Adding spice to the story, one of the offenders is LiAngelo Ball, the younger brother of the Los Angeles Lakers’ rookie Lonzo Ball. Their talkative father LaVar, who is dubbed “a media figure of Trumpian omnipresence”, was also in Hong Kong this week to promote his “Big Baller” trainers (which sell for about $500) and film his Facebook reality show Ball in the Family.
The behaviour of Ball junior and his two teammates left many Chinese baffled. “LiAngelo drives a Ferrari at home but comes to China to shoplift? So odd!” said one. “If they had just waited to November 11 they could have bought what they wanted on Taobao,” joked another, referring to Singles’ Day bargains.
The trio eventually flew out of Shanghai on Tuesday, reportedly on bail, and escaped potentially harsh penalties. Theft of items valued at over Rmb4,000 ($600) – such as the sunglasses in question – is punishable by up to two years in prison. If they also stole from other shops, as some reports alleged, the trio could have been looking at a decade in jail under Chinese law.
Last year a young man from Shaanxi was sentenced to six months in prison for stealing Rmb2 worth of sausage, while this summer an 80 year-old man was given six months for stealing Rmb100 of fruit.
Some Chinese rightly predicted the players would get off lightly by dint of being famous foreigners.
Speaking on Air Force One as he left Asia on Tuesday, Trump said he had interceded on the players’ behalf when he dined with Chinese leader Xi Jinping in Beijing. “President Xi has been terrific on that subject.
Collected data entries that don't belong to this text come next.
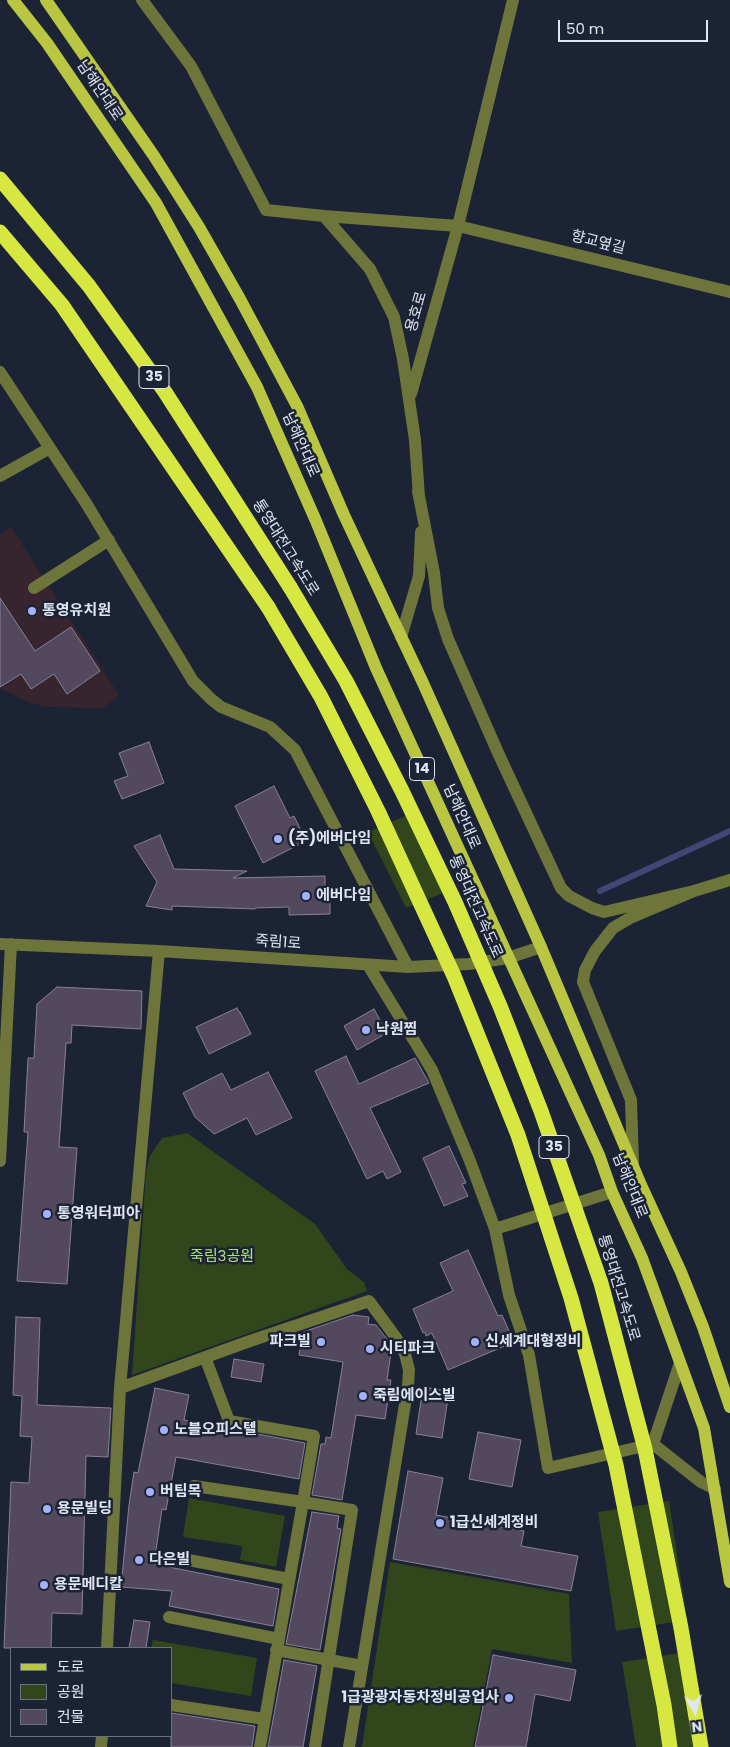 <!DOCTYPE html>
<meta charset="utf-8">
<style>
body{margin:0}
#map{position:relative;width:730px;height:1747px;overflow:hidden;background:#1b2335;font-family:Poppins,"Noto Sans KR",sans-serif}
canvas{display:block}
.legend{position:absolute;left:10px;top:1647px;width:162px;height:90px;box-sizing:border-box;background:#1b2335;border:1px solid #697181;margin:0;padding:6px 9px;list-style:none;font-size:15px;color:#dfe5f2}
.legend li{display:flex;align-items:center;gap:10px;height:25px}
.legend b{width:25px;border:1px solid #697181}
.north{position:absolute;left:670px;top:1687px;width:50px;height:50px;-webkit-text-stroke:4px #1b2335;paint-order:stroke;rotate:173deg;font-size:14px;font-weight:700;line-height:20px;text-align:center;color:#dfe5f2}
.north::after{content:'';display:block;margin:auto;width:18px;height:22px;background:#dfe5f2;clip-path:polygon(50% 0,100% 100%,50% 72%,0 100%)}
.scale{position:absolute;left:558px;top:20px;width:150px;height:22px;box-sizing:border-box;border:2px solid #dfe5f2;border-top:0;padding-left:6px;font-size:15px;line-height:18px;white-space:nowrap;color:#dfe5f2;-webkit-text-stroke:4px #1b2335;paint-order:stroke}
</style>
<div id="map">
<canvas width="730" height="1747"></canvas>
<ul class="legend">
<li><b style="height:6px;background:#b8c642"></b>도로</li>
<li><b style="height:14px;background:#31461a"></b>공원</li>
<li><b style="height:14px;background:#52495f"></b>건물</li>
</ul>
<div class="north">N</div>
<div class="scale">50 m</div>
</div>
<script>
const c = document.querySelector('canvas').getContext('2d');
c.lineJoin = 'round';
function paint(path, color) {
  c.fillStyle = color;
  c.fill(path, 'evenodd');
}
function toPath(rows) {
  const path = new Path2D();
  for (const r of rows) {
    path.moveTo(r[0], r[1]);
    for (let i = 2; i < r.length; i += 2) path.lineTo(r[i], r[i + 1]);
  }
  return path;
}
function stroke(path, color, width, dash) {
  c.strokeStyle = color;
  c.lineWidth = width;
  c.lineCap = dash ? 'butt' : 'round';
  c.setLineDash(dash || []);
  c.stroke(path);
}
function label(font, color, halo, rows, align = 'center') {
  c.font = font + ' Poppins,"Noto Sans KR",sans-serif';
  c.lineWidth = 5;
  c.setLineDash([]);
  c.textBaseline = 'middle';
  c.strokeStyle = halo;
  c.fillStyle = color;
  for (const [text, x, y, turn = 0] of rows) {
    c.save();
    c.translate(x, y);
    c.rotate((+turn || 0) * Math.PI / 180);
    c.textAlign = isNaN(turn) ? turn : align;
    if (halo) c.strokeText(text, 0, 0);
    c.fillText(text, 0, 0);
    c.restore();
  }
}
paint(toPath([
 [11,527,119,695,104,708,47,707,31,703,0,689,0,534]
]), '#36252e');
paint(toPath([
 [415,812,453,889,406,908,368,832],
 [187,1133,315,1224,347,1269,364,1282,367,1291,132,1375,146,1172,150,1156,162,1138],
 [189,1498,285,1516,276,1567,240,1560,242,1546,183,1537],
 [669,1501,687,1620,616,1631,598,1512],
 [390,1562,569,1594,572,1663,492,1649,473,1747,362,1747],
 [153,1640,257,1658,251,1696,171,1683,171,1648,151,1648],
 [693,1651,709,1747,636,1747,622,1662]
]), '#31461a');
stroke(toPath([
 [600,891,730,831]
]), '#434575', 6);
const building = toPath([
 [0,598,35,651,71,627,100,671,67,694,54,674,31,689,21,674,0,687,0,598],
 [149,742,164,783,122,799,114,781,128,776,119,753,149,742],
 [274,786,290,818,294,816,306,841,263,863,235,806,274,786],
 [160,835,174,869,247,871,233,878,325,876,325,886,330,886,330,914,289,915,289,907,255,908,255,909,172,906,172,910,146,906,157,882,134,846,160,835],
 [57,987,142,991,141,1029,72,1025,71,1043,66,1043,59,1147,77,1148,67,1284,17,1281,28,1132,24,1132,28,1058,34,1058,37,1004,57,987],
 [237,1008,239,1012,240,1012,251,1034,209,1054,196,1027,237,1008],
 [374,1009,387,1033,357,1050,344,1026,374,1009],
 [346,1056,359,1084,415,1058,429,1083,370,1108,401,1172,387,1179,383,1171,367,1179,315,1071,346,1056],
 [268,1072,292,1118,256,1135,247,1118,214,1134,195,1117,183,1093,222,1073,231,1090,268,1072],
 [449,1146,466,1183,462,1184,468,1196,444,1206,423,1158,449,1146],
 [468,1250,498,1316,502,1315,514,1342,448,1370,432,1333,426,1336,425,1332,423,1333,413,1309,453,1291,440,1263,468,1250],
 [353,1315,369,1317,368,1324,376,1325,390,1343,392,1346,387,1380,391,1380,385,1419,356,1415,342,1500,312,1495,321,1444,325,1444,326,1437,331,1438,343,1362,299,1355,303,1332,353,1315],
 [16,1317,40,1318,37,1405,111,1408,108,1457,86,1456,82,1614,52,1613,51,1648,4,1648,11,1482,29,1483,32,1437,20,1436,22,1396,13,1395,16,1317],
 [234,1359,264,1364,261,1382,231,1377,234,1359],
 [423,1387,449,1391,442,1438,416,1434,423,1387],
 [155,1388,189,1395,184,1420,305,1443,299,1479,176,1457,166,1510,162,1509,154,1564,279,1589,273,1626,169,1606,172,1591,121,1587,129,1505,134,1472,138,1473,155,1388],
 [478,1432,521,1440,512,1487,469,1479,478,1432],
 [408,1471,443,1478,436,1515,524,1531,521,1546,578,1556,571,1591,393,1559,408,1471],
 [312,1512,339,1516,337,1528,341,1529,320,1650,286,1644,312,1512],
 [134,1620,150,1622,146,1648,129,1648,134,1620],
 [493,1655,576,1670,570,1701,535,1694,526,1747,475,1747,493,1655],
 [284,1660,317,1666,303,1747,268,1747,284,1660],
 [171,1713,255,1726,252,1747,171,1747,171,1713]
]);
paint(building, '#52495f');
stroke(building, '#898098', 1);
stroke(toPath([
 [142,0,191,66,266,210,324,216,370,269,394,317,403,359,415,440,419,497],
 [324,216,458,226,730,292],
 [0,372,86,503,193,681,211,699,221,707,270,727,295,750,408,967],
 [411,394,458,226,513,0],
 [0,476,50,448],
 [418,491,434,573,438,608,448,639,499,755,561,888,569,896,592,908,604,912,694,891,630,918,613,928,595,951,585,970,583,982,631,1100,633,1163],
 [34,588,109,540],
 [401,637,419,576,421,532],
 [694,891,730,880],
 [0,944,159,951,408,967,469,964,508,958,541,947],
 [368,965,432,1070,470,1161,495,1229,509,1295,529,1355,548,1468,653,1444],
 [0,1161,11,944],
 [495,1229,612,1192],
 [120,1388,159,951],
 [653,1444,680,1363],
 [653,1444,701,1482,715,1489],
 [194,1486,303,1502,314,1436,229,1421,205,1357],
 [183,1559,289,1579],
 [169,1617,279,1639],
 [107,1648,120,1388,250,1341,369,1301,397,1339,405,1354,409,1370,408,1386,349,1747],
 [276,1650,362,1666],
 [171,1705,264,1719],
 [101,1747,102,1736],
 [260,1747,303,1502,352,1510,315,1747]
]), '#6d753a', 12);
stroke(toPath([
 [13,0,47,43,156,203,257,387,316,521,376,668,599,1155,612,1192,642,1258,704,1428,730,1582],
 [46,0,154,156,199,227,240,299,297,406,344,515,423,683,541,947,641,1185,681,1272,703,1327,730,1407]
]), '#b8c642', 12);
stroke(toPath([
 [0,179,89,286,165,392,290,587],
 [0,232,62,305,268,607]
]), '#d6e741', 15);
stroke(toPath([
 [290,587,346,681,402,791,455,902,500,1006,541,1111,601,1283,645,1449,681,1628,701,1747],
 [268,607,321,697,378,811,454,976,518,1135,571,1298,616,1465,664,1705,670,1747]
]), '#d6e741', 15);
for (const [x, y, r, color] of [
 [32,611,5,"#a6b1fc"],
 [278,839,5,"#a6b1fc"],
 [306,896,5,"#a6b1fc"],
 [366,1030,5,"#a6b1fc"],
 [47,1214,5,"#a6b1fc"],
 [321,1342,5,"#a6b1fc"],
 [475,1342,5,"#a6b1fc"],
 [370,1349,5,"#a6b1fc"],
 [363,1396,5,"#a6b1fc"],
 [164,1430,5,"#a6b1fc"],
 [150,1492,5,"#a6b1fc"],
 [47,1509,5,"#a6b1fc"],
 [440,1523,5,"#a6b1fc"],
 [139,1560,5,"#a6b1fc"],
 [44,1585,5,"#a6b1fc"],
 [509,1698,5,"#a6b1fc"]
]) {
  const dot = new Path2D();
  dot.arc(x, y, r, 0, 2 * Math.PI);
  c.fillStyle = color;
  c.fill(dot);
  stroke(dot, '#1b2335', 2);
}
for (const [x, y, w] of [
 [154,377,30],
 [422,769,25],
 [554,1147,30]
]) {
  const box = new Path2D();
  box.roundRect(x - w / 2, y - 11.5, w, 23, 4);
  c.fillStyle = '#1b2335';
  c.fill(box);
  stroke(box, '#dfe5f2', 1);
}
label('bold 14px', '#dfe5f2', null, [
 ["35",154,377],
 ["14",422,769],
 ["35",554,1147]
]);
label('15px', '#dfe5f2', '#1b2335', [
 ["남해안대로",99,91,56],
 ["향교옆길",598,243,14],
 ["용호로",417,312,-74],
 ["남해안대로",300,445,66],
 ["통영대전고속도로",285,548,58],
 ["남해안대로",461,817,66],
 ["통영대전고속도로",475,907,66],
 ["죽림1로",278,943,4],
 ["남해안대로",629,1186,68],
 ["통영대전고속도로",618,1288,73]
]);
label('bold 15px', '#dfe5f2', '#1b2335', [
 ["통영유치원",42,611],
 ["(주)에버다임",288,839],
 ["에버다임",316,896],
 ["낙원찜",376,1030],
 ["통영워터피아",57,1214],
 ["파크빌",311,1342,"right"],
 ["신세계대형정비",485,1342],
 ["시티파크",380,1349],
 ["죽림에이스빌",373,1396],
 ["노블오피스텔",174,1430],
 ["버팀목",160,1492],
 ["용문빌딩",57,1509],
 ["1급신세계정비",450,1523],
 ["다은빌",149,1560],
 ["용문메디칼",54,1585],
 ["1급광광자동차정비공업사",499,1698,"right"]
], 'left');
label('15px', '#ace376', '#1b2335', [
 ["죽림3공원",222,1257]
]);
</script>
But that was not a good subject,” Trump said. “That was not something that should have happened.”
The young men have thanked Trump and apologised. “I’m sorry for stealing from the stores in China,” said Ball, “I’ve learned my lesson from this big mistake and I’m a hundred percent sure I’ll never make a mistake like this again.”
American basketball fans will be happy that China’s often criticised rule of law – or the lack of it – failed to deliver blind justice. Instead the intervention of two of the world’s most powerful men led to a reprieve.
It is not clear whether the players paid any compensation.